* Task to complete:
Every line of the material that follows must be printed again exactly.

* Data for this task:
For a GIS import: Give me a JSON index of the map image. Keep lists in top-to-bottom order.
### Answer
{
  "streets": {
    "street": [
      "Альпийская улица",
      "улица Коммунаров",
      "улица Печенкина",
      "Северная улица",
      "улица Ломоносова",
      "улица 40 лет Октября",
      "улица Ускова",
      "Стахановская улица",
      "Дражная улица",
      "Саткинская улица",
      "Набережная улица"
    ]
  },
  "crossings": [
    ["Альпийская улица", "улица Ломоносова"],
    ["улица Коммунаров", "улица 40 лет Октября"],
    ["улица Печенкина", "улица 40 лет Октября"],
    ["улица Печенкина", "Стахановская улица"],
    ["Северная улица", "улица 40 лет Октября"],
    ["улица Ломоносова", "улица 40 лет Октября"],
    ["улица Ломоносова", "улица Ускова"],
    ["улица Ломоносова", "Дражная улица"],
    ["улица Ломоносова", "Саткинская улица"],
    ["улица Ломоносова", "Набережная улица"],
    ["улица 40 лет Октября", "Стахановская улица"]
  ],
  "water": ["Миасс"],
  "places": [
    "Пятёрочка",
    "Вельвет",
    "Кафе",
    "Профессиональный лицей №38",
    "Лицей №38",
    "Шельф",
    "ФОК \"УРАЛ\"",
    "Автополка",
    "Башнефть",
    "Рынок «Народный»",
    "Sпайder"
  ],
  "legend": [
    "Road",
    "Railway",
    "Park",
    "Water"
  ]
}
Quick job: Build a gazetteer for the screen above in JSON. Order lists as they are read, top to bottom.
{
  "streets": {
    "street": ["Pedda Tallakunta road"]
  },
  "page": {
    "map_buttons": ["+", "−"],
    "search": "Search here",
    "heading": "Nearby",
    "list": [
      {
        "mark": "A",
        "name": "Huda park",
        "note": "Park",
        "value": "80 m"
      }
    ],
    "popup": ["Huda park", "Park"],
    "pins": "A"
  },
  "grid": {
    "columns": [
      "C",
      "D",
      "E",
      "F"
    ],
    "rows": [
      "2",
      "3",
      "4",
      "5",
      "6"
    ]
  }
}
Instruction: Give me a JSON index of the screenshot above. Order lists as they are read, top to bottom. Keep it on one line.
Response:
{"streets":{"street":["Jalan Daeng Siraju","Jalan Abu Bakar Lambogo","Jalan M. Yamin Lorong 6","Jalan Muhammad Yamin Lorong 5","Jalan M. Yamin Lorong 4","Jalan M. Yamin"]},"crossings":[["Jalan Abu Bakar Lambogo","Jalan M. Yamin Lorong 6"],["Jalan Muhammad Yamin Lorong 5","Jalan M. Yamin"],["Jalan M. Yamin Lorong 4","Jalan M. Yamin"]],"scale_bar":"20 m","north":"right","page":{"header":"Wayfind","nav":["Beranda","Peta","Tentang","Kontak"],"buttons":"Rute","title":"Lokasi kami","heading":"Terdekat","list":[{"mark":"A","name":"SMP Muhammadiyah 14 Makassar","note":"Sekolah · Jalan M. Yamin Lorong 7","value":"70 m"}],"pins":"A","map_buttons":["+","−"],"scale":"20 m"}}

* Response below:
For a GIS import: Give me a JSON index of the map image. Keep lists in top-to-bottom order.
### Answer
{
  "streets": {
    "street": [
      "Альпийская улица",
      "улица Коммунаров",
      "улица Печенкина",
      "Северная улица",
      "улица Ломоносова",
      "улица 40 лет Октября",
      "улица Ускова",
      "Стахановская улица",
      "Дражная улица",
      "Саткинская улица",
      "Набережная улица"
    ]
  },
  "crossings": [
    ["Альпийская улица", "улица Ломоносова"],
    ["улица Коммунаров", "улица 40 лет Октября"],
    ["улица Печенкина", "улица 40 лет Октября"],
    ["улица Печенкина", "Стахановская улица"],
    ["Северная улица", "улица 40 лет Октября"],
    ["улица Ломоносова", "улица 40 лет Октября"],
    ["улица Ломоносова", "улица Ускова"],
    ["улица Ломоносова", "Дражная улица"],
    ["улица Ломоносова", "Саткинская улица"],
    ["улица Ломоносова", "Набережная улица"],
    ["улица 40 лет Октября", "Стахановская улица"]
  ],
  "water": ["Миасс"],
  "places": [
    "Пятёрочка",
    "Вельвет",
    "Кафе",
    "Профессиональный лицей №38",
    "Лицей №38",
    "Шельф",
    "ФОК \"УРАЛ\"",
    "Автополка",
    "Башнефть",
    "Рынок «Народный»",
    "Sпайder"
  ],
  "legend": [
    "Road",
    "Railway",
    "Park",
    "Water"
  ]
}
Quick job: Build a gazetteer for the screen above in JSON. Order lists as they are read, top to bottom.
{
  "streets": {
    "street": ["Pedda Tallakunta road"]
  },
  "page": {
    "map_buttons": ["+", "−"],
    "search": "Search here",
    "heading": "Nearby",
    "list": [
      {
        "mark": "A",
        "name": "Huda park",
        "note": "Park",
        "value": "80 m"
      }
    ],
    "popup": ["Huda park", "Park"],
    "pins": "A"
  },
  "grid": {
    "columns": [
      "C",
      "D",
      "E",
      "F"
    ],
    "rows": [
      "2",
      "3",
      "4",
      "5",
      "6"
    ]
  }
}
Instruction: Give me a JSON index of the screenshot above. Order lists as they are read, top to bottom. Keep it on one line.
Response:
{"streets":{"street":["Jalan Daeng Siraju","Jalan Abu Bakar Lambogo","Jalan M. Yamin Lorong 6","Jalan Muhammad Yamin Lorong 5","Jalan M. Yamin Lorong 4","Jalan M. Yamin"]},"crossings":[["Jalan Abu Bakar Lambogo","Jalan M. Yamin Lorong 6"],["Jalan Muhammad Yamin Lorong 5","Jalan M. Yamin"],["Jalan M. Yamin Lorong 4","Jalan M. Yamin"]],"scale_bar":"20 m","north":"right","page":{"header":"Wayfind","nav":["Beranda","Peta","Tentang","Kontak"],"buttons":"Rute","title":"Lokasi kami","heading":"Terdekat","list":[{"mark":"A","name":"SMP Muhammadiyah 14 Makassar","note":"Sekolah · Jalan M. Yamin Lorong 7","value":"70 m"}],"pins":"A","map_buttons":["+","−"],"scale":"20 m"}}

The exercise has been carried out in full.